Required action -
Find the line holding "188px,227px 191px,226px 210px,180px" in the entries below. Give it again exactly, along with every line after it up to and including the line holding "353px,207px 357px,665px 404px,656px".

(Collected data entries)

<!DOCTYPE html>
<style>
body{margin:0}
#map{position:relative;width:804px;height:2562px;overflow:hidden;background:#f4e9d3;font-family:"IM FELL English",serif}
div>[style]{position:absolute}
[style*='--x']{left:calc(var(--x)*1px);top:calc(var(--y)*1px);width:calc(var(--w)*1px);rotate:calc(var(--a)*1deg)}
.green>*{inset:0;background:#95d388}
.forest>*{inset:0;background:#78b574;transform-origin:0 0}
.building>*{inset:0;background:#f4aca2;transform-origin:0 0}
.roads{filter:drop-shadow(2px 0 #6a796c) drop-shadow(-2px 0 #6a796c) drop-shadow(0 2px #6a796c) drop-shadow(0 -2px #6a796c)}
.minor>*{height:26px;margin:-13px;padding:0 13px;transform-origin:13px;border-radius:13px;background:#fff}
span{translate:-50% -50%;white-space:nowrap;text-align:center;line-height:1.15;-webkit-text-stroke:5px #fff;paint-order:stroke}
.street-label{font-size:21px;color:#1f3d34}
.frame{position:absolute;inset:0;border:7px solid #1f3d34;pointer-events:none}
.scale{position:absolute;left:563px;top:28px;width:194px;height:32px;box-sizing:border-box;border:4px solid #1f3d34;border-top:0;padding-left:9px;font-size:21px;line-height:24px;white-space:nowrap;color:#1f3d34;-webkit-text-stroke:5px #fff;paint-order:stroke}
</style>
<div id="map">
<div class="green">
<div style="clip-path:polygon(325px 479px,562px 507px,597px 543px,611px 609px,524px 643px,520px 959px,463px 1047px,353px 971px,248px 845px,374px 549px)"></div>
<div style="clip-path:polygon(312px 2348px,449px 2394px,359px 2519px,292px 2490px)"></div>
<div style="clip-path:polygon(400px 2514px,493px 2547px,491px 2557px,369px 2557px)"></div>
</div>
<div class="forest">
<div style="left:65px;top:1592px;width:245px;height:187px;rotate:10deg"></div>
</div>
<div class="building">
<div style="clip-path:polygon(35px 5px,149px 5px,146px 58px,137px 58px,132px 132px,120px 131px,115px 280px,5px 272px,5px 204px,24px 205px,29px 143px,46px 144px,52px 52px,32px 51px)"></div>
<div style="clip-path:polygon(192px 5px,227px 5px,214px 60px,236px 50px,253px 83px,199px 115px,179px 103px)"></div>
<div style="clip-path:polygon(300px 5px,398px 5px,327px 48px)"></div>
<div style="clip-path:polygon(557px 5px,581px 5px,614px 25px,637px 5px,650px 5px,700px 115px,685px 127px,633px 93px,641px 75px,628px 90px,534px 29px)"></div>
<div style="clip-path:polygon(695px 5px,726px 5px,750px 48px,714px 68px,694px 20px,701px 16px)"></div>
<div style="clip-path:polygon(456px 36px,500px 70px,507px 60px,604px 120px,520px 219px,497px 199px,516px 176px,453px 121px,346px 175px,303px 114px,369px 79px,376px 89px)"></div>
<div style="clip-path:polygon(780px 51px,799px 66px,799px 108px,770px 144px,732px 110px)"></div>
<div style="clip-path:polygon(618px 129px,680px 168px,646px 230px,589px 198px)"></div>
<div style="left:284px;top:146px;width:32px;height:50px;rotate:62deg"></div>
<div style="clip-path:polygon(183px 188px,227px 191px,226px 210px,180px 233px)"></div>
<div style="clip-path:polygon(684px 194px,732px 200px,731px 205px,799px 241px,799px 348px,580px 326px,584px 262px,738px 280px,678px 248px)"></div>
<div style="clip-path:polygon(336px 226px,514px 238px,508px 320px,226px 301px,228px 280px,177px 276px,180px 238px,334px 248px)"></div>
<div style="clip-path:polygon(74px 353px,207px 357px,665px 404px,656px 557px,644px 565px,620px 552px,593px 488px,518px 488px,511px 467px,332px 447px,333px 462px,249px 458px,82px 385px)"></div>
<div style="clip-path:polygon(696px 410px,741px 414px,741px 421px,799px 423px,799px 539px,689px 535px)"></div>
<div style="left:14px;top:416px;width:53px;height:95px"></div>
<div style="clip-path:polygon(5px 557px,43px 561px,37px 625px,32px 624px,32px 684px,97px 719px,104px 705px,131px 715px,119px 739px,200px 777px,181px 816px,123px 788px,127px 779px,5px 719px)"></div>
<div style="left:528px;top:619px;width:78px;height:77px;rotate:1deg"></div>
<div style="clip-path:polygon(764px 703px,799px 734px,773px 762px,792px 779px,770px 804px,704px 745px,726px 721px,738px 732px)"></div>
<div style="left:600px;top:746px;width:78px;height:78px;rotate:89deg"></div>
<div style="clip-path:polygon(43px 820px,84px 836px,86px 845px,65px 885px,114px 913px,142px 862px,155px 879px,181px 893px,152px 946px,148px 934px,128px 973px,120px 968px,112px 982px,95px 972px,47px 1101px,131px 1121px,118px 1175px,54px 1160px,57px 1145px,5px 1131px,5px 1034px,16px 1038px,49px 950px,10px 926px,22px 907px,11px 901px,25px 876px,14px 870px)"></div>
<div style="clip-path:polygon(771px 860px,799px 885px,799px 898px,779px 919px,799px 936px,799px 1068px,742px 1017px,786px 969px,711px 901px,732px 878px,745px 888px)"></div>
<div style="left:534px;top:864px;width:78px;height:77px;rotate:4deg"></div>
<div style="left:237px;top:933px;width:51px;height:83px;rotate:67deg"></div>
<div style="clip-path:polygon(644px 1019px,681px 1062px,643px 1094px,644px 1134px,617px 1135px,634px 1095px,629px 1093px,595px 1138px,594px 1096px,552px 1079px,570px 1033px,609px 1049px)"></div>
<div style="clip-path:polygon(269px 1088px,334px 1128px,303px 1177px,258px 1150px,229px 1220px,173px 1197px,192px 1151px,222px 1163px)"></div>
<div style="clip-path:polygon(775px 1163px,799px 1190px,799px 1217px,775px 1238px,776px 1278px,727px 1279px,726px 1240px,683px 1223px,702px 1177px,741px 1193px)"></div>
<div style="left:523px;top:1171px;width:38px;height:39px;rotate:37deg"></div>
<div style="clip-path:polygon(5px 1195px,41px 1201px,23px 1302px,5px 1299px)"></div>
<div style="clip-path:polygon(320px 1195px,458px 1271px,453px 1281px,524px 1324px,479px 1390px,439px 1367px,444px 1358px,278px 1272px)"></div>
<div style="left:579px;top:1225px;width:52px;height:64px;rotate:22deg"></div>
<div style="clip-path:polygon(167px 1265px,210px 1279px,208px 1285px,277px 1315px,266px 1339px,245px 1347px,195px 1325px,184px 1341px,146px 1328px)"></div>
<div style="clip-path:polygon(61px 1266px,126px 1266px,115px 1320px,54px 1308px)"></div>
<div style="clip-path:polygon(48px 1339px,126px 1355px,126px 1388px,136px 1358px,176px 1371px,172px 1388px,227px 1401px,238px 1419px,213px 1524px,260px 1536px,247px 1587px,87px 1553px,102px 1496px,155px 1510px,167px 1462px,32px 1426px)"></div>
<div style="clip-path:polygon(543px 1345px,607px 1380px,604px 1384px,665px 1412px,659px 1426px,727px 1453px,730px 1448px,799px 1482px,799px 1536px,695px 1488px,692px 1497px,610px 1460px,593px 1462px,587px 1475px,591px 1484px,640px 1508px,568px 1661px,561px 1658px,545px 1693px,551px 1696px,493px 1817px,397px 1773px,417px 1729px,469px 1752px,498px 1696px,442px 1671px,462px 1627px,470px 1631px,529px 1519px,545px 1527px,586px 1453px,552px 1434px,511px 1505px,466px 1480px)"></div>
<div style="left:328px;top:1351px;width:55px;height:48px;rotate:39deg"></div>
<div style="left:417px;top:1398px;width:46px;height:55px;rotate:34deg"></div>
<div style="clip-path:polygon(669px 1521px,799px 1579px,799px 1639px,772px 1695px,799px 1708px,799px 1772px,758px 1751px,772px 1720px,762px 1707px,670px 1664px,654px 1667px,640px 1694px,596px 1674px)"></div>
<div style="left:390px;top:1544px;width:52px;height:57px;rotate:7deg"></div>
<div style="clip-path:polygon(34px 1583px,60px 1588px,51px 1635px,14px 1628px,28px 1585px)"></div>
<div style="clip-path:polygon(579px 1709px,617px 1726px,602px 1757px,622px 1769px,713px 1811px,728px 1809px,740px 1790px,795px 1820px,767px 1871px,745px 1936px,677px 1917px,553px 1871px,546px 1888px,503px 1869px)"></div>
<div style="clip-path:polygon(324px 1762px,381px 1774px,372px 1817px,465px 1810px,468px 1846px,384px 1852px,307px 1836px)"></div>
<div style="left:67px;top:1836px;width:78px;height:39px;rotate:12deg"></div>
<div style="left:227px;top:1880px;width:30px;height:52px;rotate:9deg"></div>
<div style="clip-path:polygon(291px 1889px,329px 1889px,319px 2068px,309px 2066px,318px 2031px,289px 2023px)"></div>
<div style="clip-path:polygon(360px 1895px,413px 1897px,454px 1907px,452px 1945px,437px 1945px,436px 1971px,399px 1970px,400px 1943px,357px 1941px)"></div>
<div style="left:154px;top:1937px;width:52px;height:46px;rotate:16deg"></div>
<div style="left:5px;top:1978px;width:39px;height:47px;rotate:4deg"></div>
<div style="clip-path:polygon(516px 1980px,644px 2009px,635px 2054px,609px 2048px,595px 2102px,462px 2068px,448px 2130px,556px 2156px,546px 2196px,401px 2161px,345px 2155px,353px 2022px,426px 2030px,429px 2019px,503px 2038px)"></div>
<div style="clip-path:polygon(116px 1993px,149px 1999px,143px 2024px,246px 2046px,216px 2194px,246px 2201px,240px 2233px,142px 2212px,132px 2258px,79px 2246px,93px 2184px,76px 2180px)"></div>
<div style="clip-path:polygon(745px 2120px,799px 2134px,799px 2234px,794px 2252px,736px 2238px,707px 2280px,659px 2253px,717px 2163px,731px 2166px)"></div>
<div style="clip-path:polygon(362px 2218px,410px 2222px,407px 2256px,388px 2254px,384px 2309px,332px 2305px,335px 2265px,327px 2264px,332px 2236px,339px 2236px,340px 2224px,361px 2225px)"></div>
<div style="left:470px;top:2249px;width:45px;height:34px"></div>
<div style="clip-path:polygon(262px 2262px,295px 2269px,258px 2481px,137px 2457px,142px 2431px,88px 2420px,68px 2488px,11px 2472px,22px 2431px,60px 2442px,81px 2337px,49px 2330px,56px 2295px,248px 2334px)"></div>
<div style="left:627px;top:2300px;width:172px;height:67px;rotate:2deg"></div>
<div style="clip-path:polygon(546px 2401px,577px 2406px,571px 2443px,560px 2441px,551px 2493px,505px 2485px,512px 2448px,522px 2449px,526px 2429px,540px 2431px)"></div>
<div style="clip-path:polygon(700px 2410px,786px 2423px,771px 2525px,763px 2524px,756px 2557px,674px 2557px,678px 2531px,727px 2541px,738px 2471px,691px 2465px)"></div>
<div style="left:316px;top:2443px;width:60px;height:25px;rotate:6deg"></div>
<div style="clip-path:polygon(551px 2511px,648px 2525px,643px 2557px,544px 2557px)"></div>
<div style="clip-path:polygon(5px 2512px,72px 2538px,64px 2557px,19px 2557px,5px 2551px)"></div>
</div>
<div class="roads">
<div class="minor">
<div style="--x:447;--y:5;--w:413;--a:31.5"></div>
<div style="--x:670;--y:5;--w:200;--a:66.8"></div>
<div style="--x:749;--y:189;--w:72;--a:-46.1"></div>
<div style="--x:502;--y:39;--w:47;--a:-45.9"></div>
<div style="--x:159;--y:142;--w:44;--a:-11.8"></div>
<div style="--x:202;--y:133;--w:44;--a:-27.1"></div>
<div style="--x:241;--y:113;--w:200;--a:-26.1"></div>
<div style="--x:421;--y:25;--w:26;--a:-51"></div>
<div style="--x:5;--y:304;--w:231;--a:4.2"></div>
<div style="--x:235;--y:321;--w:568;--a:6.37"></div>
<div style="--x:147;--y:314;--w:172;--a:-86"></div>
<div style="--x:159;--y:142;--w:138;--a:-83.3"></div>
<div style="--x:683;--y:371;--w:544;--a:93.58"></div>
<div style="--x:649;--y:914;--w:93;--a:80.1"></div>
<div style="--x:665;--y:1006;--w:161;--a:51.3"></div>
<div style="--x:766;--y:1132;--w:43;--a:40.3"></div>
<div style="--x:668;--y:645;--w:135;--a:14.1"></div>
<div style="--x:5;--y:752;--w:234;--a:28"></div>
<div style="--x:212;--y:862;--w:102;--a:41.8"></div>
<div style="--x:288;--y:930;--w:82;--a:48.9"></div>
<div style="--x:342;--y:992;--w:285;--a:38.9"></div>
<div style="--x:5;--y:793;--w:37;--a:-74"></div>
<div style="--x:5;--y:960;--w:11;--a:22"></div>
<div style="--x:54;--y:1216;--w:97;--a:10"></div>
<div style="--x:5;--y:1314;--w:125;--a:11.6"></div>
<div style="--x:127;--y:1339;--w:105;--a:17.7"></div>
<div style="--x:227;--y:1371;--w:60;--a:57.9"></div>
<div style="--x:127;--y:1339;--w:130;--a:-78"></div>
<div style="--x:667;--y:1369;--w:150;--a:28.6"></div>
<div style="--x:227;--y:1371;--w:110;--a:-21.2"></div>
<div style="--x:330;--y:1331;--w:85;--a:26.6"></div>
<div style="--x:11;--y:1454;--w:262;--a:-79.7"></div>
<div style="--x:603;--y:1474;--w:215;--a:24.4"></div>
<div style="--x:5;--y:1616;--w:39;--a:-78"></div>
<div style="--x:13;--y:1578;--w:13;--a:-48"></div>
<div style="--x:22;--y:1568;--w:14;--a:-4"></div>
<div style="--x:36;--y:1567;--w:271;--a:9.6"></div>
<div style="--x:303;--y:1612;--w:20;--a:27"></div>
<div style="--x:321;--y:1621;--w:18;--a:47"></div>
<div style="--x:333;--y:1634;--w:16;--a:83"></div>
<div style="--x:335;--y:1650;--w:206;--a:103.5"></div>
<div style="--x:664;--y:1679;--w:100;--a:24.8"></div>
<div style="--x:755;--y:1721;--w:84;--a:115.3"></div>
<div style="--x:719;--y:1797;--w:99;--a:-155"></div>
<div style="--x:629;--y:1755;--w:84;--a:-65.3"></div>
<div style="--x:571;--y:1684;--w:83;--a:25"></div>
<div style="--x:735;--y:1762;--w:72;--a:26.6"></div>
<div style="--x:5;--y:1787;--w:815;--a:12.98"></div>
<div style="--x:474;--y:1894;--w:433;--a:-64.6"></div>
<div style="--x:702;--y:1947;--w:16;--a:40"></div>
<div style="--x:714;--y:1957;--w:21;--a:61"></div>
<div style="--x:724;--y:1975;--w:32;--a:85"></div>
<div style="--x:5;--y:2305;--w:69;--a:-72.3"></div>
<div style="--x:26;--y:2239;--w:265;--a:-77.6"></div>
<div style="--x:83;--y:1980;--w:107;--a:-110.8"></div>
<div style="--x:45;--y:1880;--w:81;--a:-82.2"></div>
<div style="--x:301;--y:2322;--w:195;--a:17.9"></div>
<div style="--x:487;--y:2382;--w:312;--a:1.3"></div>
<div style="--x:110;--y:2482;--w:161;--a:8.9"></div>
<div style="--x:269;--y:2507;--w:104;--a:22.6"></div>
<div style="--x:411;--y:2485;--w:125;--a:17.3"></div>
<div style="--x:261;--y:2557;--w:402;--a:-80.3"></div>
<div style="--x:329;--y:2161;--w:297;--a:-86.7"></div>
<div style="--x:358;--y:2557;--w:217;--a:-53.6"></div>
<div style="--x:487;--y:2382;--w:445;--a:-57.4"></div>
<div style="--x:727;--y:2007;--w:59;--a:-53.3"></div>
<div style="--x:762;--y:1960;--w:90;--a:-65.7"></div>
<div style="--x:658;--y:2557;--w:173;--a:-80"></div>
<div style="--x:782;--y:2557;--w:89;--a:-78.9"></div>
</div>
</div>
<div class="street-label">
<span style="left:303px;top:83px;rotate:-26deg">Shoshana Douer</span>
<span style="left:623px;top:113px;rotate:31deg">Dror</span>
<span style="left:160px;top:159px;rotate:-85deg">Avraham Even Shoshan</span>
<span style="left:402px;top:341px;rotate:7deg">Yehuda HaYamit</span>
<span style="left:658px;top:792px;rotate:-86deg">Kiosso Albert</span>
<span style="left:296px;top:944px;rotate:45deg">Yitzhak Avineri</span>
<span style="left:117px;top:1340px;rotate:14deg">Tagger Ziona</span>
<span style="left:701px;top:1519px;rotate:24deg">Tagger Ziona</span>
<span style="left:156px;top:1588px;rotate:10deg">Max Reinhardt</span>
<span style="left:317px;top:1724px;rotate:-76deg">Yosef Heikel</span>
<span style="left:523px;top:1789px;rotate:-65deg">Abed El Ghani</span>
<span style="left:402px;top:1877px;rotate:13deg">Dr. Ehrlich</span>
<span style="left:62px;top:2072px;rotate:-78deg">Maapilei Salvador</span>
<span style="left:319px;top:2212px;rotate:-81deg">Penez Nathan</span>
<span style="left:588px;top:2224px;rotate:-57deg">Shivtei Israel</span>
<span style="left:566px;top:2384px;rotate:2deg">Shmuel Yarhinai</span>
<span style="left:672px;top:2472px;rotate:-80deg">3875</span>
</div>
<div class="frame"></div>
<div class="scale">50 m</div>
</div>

Answer section -
<div style="clip-path:polygon(183px 188px,227px 191px,226px 210px,180px 233px)"></div>
<div style="clip-path:polygon(684px 194px,732px 200px,731px 205px,799px 241px,799px 348px,580px 326px,584px 262px,738px 280px,678px 248px)"></div>
<div style="clip-path:polygon(336px 226px,514px 238px,508px 320px,226px 301px,228px 280px,177px 276px,180px 238px,334px 248px)"></div>
<div style="clip-path:polygon(74px 353px,207px 357px,665px 404px,656px 557px,644px 565px,620px 552px,593px 488px,518px 488px,511px 467px,332px 447px,333px 462px,249px 458px,82px 385px)"></div>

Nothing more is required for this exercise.